Why am I encountering CUDA OOM (Out of Memory)?

If your program reports OOM, start by setting the batch size to 1 and gradually increase it to see when it fails. This will help you decide whether to upgrade your configuration or switch to a GPU with more memory. If the first run is fine but subsequent runs fail, use nvidia-smi to check for residual GPU memory usage. If there is usage, terminate the lingering process with ps -ef and kill -9 <PID>. If not, the program might inherently require more memory during computation, especially with dynamic frameworks.

What if there are not enough idle GPUs on the host?

You can either start the instance in “no-GPU mode” to download important data or migrate the instance to another host. Alternatively, wait for GPUs to become available on the current host.

Why can’t I connect to VSCode or SSH after changing the instance image?

For Linux/Mac users, delete the local known_hosts file by running rm ~/.ssh/known_hosts. For Windows users, delete C:/Users/<username>/.ssh/known_hosts. Then, retry the connection.

Can I use vouchers for annual or monthly plans?

Some vouchers are applicable. Check the scope of use for your voucher. Vouchers can be stacked and will prioritize balance deductions.

Will GPUs be reserved after shutting down an annual/monthly instance?

GPUs will be reserved throughout the annual/monthly period. You can restart at any time without worrying about other users occupying the GPU.

Can multiple GPUs in one instance be used in parallel?

Multiple GPUs within the same instance on the same physical host can be used in parallel. For multi-node parallelism, contact customer support.

How is billing handled if the GPU price changes mid-way for a pay-as-you-go instance?

Billing is based on the price at the time of startup. Price changes during runtime do not affect billing. If you restart the instance, the latest price will be applied.

Can I recover data from a released instance?

No, data cannot be recovered once the instance is released.

What if the host of my instance experiences hardware failures like disk or GPU issues?

You can either migrate the instance to another host or wait for the host to be repaired and brought back online.

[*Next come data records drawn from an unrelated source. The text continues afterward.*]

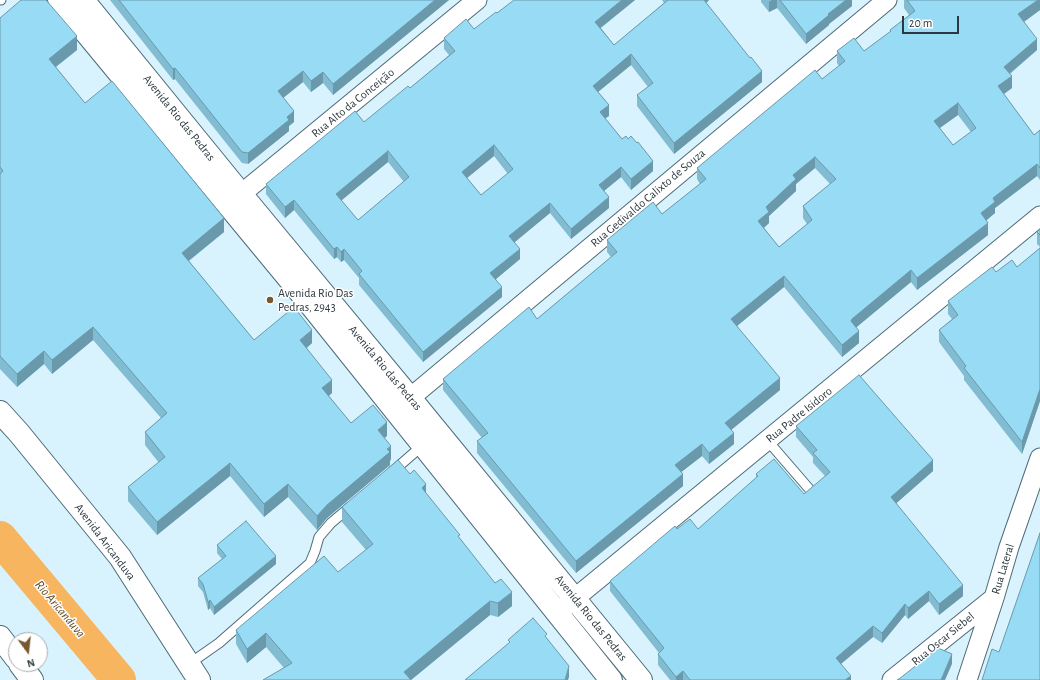 <!DOCTYPE html>
<html>
<head>
<meta charset="utf-8">
<style>
  body { margin:0 }
  #map { position:relative; width:1040px; height:680px; overflow:hidden; background:#d8f3fd; font-family:"Alegreya Sans",sans-serif }
  canvas { display:block }
  .north { position:absolute; left:8px; top:632px; width:40px; height:40px; box-sizing:border-box; background:#fff; border:1px solid #aaafb1; border-radius:50%; rotate:165deg; font-size:11px; font-weight:700; line-height:16px; text-align:center; color:#2b383d }
  .north::after { content:''; display:block; margin:auto; width:14px; height:18px; background:#78582e; clip-path:polygon(50% 0,100% 100%,50% 72%,0 100%) }
  .scale { position:absolute; left:902px; top:16px; width:57px; height:18px; box-sizing:border-box; border:2px solid #2b383d; border-top:0; padding-left:5px; font-size:12px; line-height:14px; white-space:nowrap; color:#2b383d; -webkit-text-stroke:3px #fff; paint-order:stroke }
</style>
</head>
<body>
<div id="map">
<canvas width="1040" height="680"></canvas>
<div class="north">N</div>
<div class="scale">20 m</div>
</div>
<script>
const c = document.querySelector('canvas').getContext('2d');
c.lineJoin = 'round';
function toPath(rows) {
  const path = new Path2D();
  for (const r of rows) {
    path.moveTo(r[0], r[1]);
    for (let i = 2; i < r.length; i += 2) path.lineTo(r[i], r[i + 1]);
  }
  return path;
}
function strokePath(path, color, width, dash) {
  c.strokeStyle = color;
  c.lineWidth = width;
  c.lineCap = dash ? 'butt' : 'round';
  c.setLineDash(dash || []);
  c.stroke(path);
}
function fillPath(path, color) {
  c.fillStyle = color;
  c.fill(path, 'evenodd');
}
function write(font, color, halo, rows, align = 'center') {
  c.font = font + ' "Alegreya Sans",sans-serif';
  c.lineWidth = 3;
  c.setLineDash([]);
  c.textBaseline = 'middle';
  c.strokeStyle = halo;
  c.fillStyle = color;
  for (const [text, x, y, turn = 0] of rows) {
    c.save();
    c.translate(x, y);
    c.rotate((+turn || 0) * Math.PI / 180);
    c.textAlign = isNaN(turn) ? turn : align;
    if (halo) c.strokeText(text, 0, 0);
    c.fillText(text, 0, 0);
    c.restore();
  }
}
strokePath(toPath([
  [0,538,119,680]
]), '#f6b55e', 34);
const lane = toPath([
  [0,0,1,0],
  [767,440,811,491],
  [392,472,423,445],
  [189,664,219,643,300,572,310,563,315,551,319,537,331,523,350,507]
]);
const street = toPath([
  [229,204,477,0],
  [398,408,887,0],
  [563,608,1040,216],
  [892,680,994,598],
  [967,680,994,598,1009,547,1040,458]
]);
const secondary = toPath([
  [59,0,314,309,611,680],
  [83,0,241,194,410,398,641,680]
]);
const highway = toPath([
  [0,412,19,433,120,557,199,680],
  [0,637,16,658],
  [20,664,32,680]
]);
strokePath(lane, '#4d6b76', 11);
strokePath(street, '#4d6b76', 21);
strokePath(secondary, '#4d6b76', 24);
strokePath(highway, '#4d6b76', 24);
strokePath(lane, '#fff', 9);
strokePath(street, '#fff', 19);
strokePath(secondary, '#fff', 22);
strokePath(highway, '#fff', 22);
fillPath(toPath([
  [110,0,449,0,333,95,323,83,311,92,303,82,283,98,294,122,289,126,289,131,248,164,242,163,175,79,173,80],
  [635,0,601,28,614,45,664,3,662,0,709,0,706,3,762,82,674,154,637,106,637,95,648,87,631,65,598,92,609,116,605,118,622,139,653,171,631,190,621,177,604,191,609,208,571,239,550,213,514,242,520,259,496,279,502,297,423,362,359,285,359,278,344,260,341,262,337,257,334,259,294,210,285,218,266,194,266,184,364,122,410,88,449,55,444,49,444,38,474,29,497,13],
  [494,156,508,174,481,195,467,178],
  [388,162,404,182,358,220,341,200],
  [761,0,852,0,852,6,829,24,829,25,806,44,777,8,769,12,761,2],
  [904,0,1040,0,1040,10,1024,22,1037,50,1010,74,1012,88,1004,94,1034,135,1040,130,1040,180,1037,176,995,208,995,213,986,220,988,235,917,290,911,282,856,327,859,343,842,357,784,287,737,326,780,390,731,430,734,444,709,464,702,456,681,472,683,486,576,573,477,453,477,441,482,438,443,390,443,379,537,319,611,257,607,252,607,240,662,214,700,184,697,179,697,168,822,79,839,66,837,63,837,51,864,51,890,32,890,30,909,15,904,8],
  [958,115,971,132,953,145,940,128],
  [815,168,830,184,803,206,803,218,807,224,779,247,764,228,769,223,769,216,796,191,796,184],
  [0,18,77,50,56,67,85,103,224,232,189,261,254,340,312,343,307,348,332,393,329,396,351,423,387,436,384,438,391,459,390,461,390,465,327,518,317,530,288,497,264,517,230,476,157,535,128,501,128,487,159,463,145,445,145,432,161,418,93,340,52,374,44,364,17,387,0,369],
  [1040,229,1040,247,1037,244,1037,232],
  [1040,248,1040,401,1022,454,964,380,964,376,939,342,939,330,952,319,948,314,948,301,996,272,1017,267],
  [796,426,933,471,896,503,963,596,939,615,929,601,908,619,905,615,882,643,873,637,841,664,851,680,670,680,658,665,658,654,659,653,610,591,610,581,677,529,698,529,756,478,756,474,804,494,825,476,813,463,813,457,796,437],
  [426,493,460,539,512,606,498,617,490,615,411,680,284,668,266,647,247,663,236,644,236,630,338,572,366,550,342,522,342,507],
  [217,545,276,564,214,615,210,608,208,610,203,592,198,586,198,578,222,559,217,553]
]), '#82bcd2');
fillPath(toPath([
  [435,0,449,0,333,95,333,84],
  [622,0,635,0,595,32,595,22],
  [703,0,709,0,706,3],
  [772,0,777,0,777,8,769,12,769,2],
  [846,0,852,0,852,6,829,24,829,25,806,44,806,34,828,14],
  [1038,0,1040,0,1040,10,1018,26,1018,14],
  [77,36,77,50,49,72,49,59],
  [1037,39,1037,50,1004,78,1004,67],
  [631,54,631,65,593,96,593,86],
  [175,68,175,79,173,80,173,69],
  [303,71,303,82,278,102,278,91],
  [762,71,762,82,674,154,674,143],
  [323,72,323,83,311,92,311,81],
  [1012,76,1012,88,998,98,998,86],
  [958,103,958,115,934,132,934,121],
  [609,105,609,116,600,122,600,112],
  [294,111,294,122,289,126,289,131,248,164,248,153,287,117],
  [494,145,494,156,462,182,462,172],
  [388,151,388,162,336,205,336,194],
  [815,157,815,168,796,184,796,191,769,216,769,223,758,233,758,221,766,207,793,175],
  [653,161,653,171,631,190,631,179],
  [1037,164,1037,176,995,208,995,213,981,225,981,213,993,198],
  [621,167,621,177,599,195,599,185],
  [609,197,609,208,571,239,571,229],
  [294,200,294,210,285,218,285,207],
  [550,203,550,213,509,247,509,236],
  [224,218,224,232,182,266,182,253],
  [988,223,988,235,917,290,917,278],
  [337,247,337,257,334,259,334,249],
  [344,249,344,260,341,262,341,252],
  [520,249,520,259,490,284,490,273],
  [911,270,911,282,852,331,851,321,852,319],
  [784,276,784,287,731,331,731,319],
  [502,287,502,297,423,362,423,352],
  [93,327,93,340,52,374,52,360],
  [312,330,312,343,300,353,300,340],
  [859,331,859,343,842,357,842,345],
  [44,351,44,364,17,387,17,374],
  [780,378,780,390,725,435,725,423],
  [332,380,332,393,322,401,322,388],
  [1040,389,1040,401,1022,454,1022,442],
  [387,422,387,436,378,444,378,430],
  [734,433,734,444,709,464,709,453],
  [702,444,702,456,675,477,675,465],
  [391,446,391,459,390,461,390,465,327,518,317,530,317,516,327,505],
  [933,460,933,471,891,508,891,497],
  [230,463,230,476,157,535,157,522],
  [683,474,683,486,576,573,576,561],
  [288,484,288,497,264,517,264,504],
  [426,484,426,499,422,488],
  [276,556,276,564,214,615,214,607],
  [963,585,963,596,939,615,939,604],
  [929,591,929,601,908,619,908,608],
  [512,592,512,606,498,617,498,603],
  [210,600,210,608,208,610,208,602],
  [490,601,490,615,411,680,404,672],
  [905,604,905,615,882,643,882,633],
  [873,626,873,637,836,668,836,658],
  [266,633,266,647,247,663,247,649],
  [952,654,952,664,945,680,941,680],
  [569,666,569,677,568,680,565,680],
  [683,671,683,680,676,680,676,677],
  [851,676,851,680,845,680]
]), '#6a99ab');
const building = toPath([
  [21,0,46,0,77,36,49,59,85,103,112,81,224,218,182,253,254,340,294,307,312,330,300,340,332,380,322,388,351,423,373,405,387,422,378,430,391,446,387,449,390,452,327,505,317,516,288,484,264,504,230,463,157,522,128,487,165,457,145,432,167,413,93,327,52,360,44,351,17,374,0,356,0,174,3,171,0,167,0,18,21,0],
  [119,0,435,0,333,84,323,72,311,81,303,71,278,91,294,111,287,117,289,120,248,153,242,152,175,68,173,69,119,0],
  [514,0,622,0,595,22,614,45,668,0,704,0,750,58,751,57,762,71,674,143,637,95,653,83,631,54,593,86,609,105,600,112,622,139,626,136,628,139,631,136,637,143,638,142,653,161,631,179,621,167,599,185,609,197,571,229,550,203,509,236,520,249,490,273,502,287,423,352,359,274,362,271,344,249,341,252,337,247,334,249,294,200,285,207,266,184,355,111,364,122,408,86,410,88,455,51,444,38,466,19,474,29,496,12,497,13,514,0],
  [494,145,513,169,481,195,462,172,494,145],
  [388,151,409,177,358,220,336,194,388,151],
  [780,0,846,0,828,14,829,15,806,34,780,0],
  [907,0,1038,0,1018,14,1037,39,1004,67,1012,76,998,86,1034,135,1040,130,1040,168,1037,164,993,198,995,202,981,213,988,223,917,278,911,270,852,319,851,321,859,331,842,345,784,276,731,319,780,378,725,423,734,433,709,453,702,444,675,465,683,474,576,561,477,441,488,433,443,379,529,307,537,319,617,252,607,240,653,202,662,214,706,179,697,168,815,70,822,79,845,61,837,51,854,38,864,51,891,31,890,30,915,11,907,0],
  [958,103,976,128,953,145,934,121,958,103],
  [815,157,836,179,803,206,812,220,779,247,758,221,769,212,766,207,796,179,793,175,815,157],
  [1040,229,1040,235,1037,232,1040,229],
  [1040,248,1040,389,1022,442,964,368,966,366,939,330,958,315,948,301,992,267,996,272,1012,260,1017,267,1040,248],
  [859,375,933,460,891,497,963,585,939,604,929,591,908,608,905,604,882,633,873,626,836,658,851,676,845,680,690,680,683,671,676,677,658,654,664,648,610,581,675,526,677,529,690,519,698,529,758,476,756,474,774,459,804,494,830,472,813,453,817,450,796,426,859,375],
  [398,460,410,474,414,470,426,484,422,488,460,535,458,536,495,583,501,579,512,592,498,603,490,601,404,672,411,680,263,680,292,663,266,633,247,649,236,630,324,556,338,572,373,544,342,507,398,460],
  [246,521,276,556,214,607,210,600,208,602,203,584,198,578,226,556,217,545,246,521],
  [1040,533,1040,680,982,680,992,649,999,652,1040,533],
  [533,618,547,634,545,636,569,666,565,680,465,680,510,642,508,640,533,618],
  [938,648,952,654,941,680,897,680,899,679,938,648]
]);
fillPath(building, '#97dbf4');
strokePath(building, '#6a99ab', 1);
for (const [x, y, r, color] of [
  [270,300,4,"#78582e"]
]) {
  const dot = new Path2D();
  dot.arc(x, y, r, 0, 2 * Math.PI);
  c.fillStyle = color;
  c.fill(dot);
  strokePath(dot, '#fff', 1.5);
}
write('12px', '#2b383d', '#fff', [
  ["Rua Alto da Conceição",353,103,-39],
  ["Avenida Rio das Pedras",179,118,51],
  ["Rua Gedivaldo Calixto de Souza",648,198,-40],
  ["Avenida Rio das Pedras",385,368,50],
  ["Rua Padre Isidoro",799,415,-39],
  ["Avenida Aricanduva",105,542,53],
  ["Rua Lateral",1003,569,-73],
  ["Avenida Rio das Pedras",591,618,51],
  ["Rua Oscar Siebel",943,639,-39]
]);
write('12px', '#2b383d', '#fff', [
  ["Avenida Rio Das",278,293],
  ["Pedras, 2943",278,307]
], 'left');
write('italic 13px', '#604521', '#fff', [
  ["Rio Aricanduva",60,609,50]
]);
</script>
</body>
</html>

The platform will provide compensation for such situations.

Can data on instances be accidentally damaged or lost?

Local data disks on instances are mostly physical disks without redundancy, so data loss is possible. Important data should be backed up regularly. Data stored on shared cloud disks, however, use multi-replica redundancy and have a very high reliability.

Will closing the browser or logging out affect programs running on JupyterLab(Notebook)?

No, it will not affect the running programs. However, ensure logs are saved properly, such as redirecting them to log files. Refer to the documentation for more details.

How can I ensure a program continues running after an SSH connection is disconnected?

Use the JupyterLab terminal to run commands or use tools like screen or tmux. Refer to the section on daemon processes for more information.

Why did my program get terminated with a “Killed” message?

The program was terminated by the system due to excessive memory usage. You can check memory usage via the instance monitoring dashboard. Solutions include upgrading your instance configuration or switching to a host with more memory, as memory allocation is linearly proportional to the number of GPUs.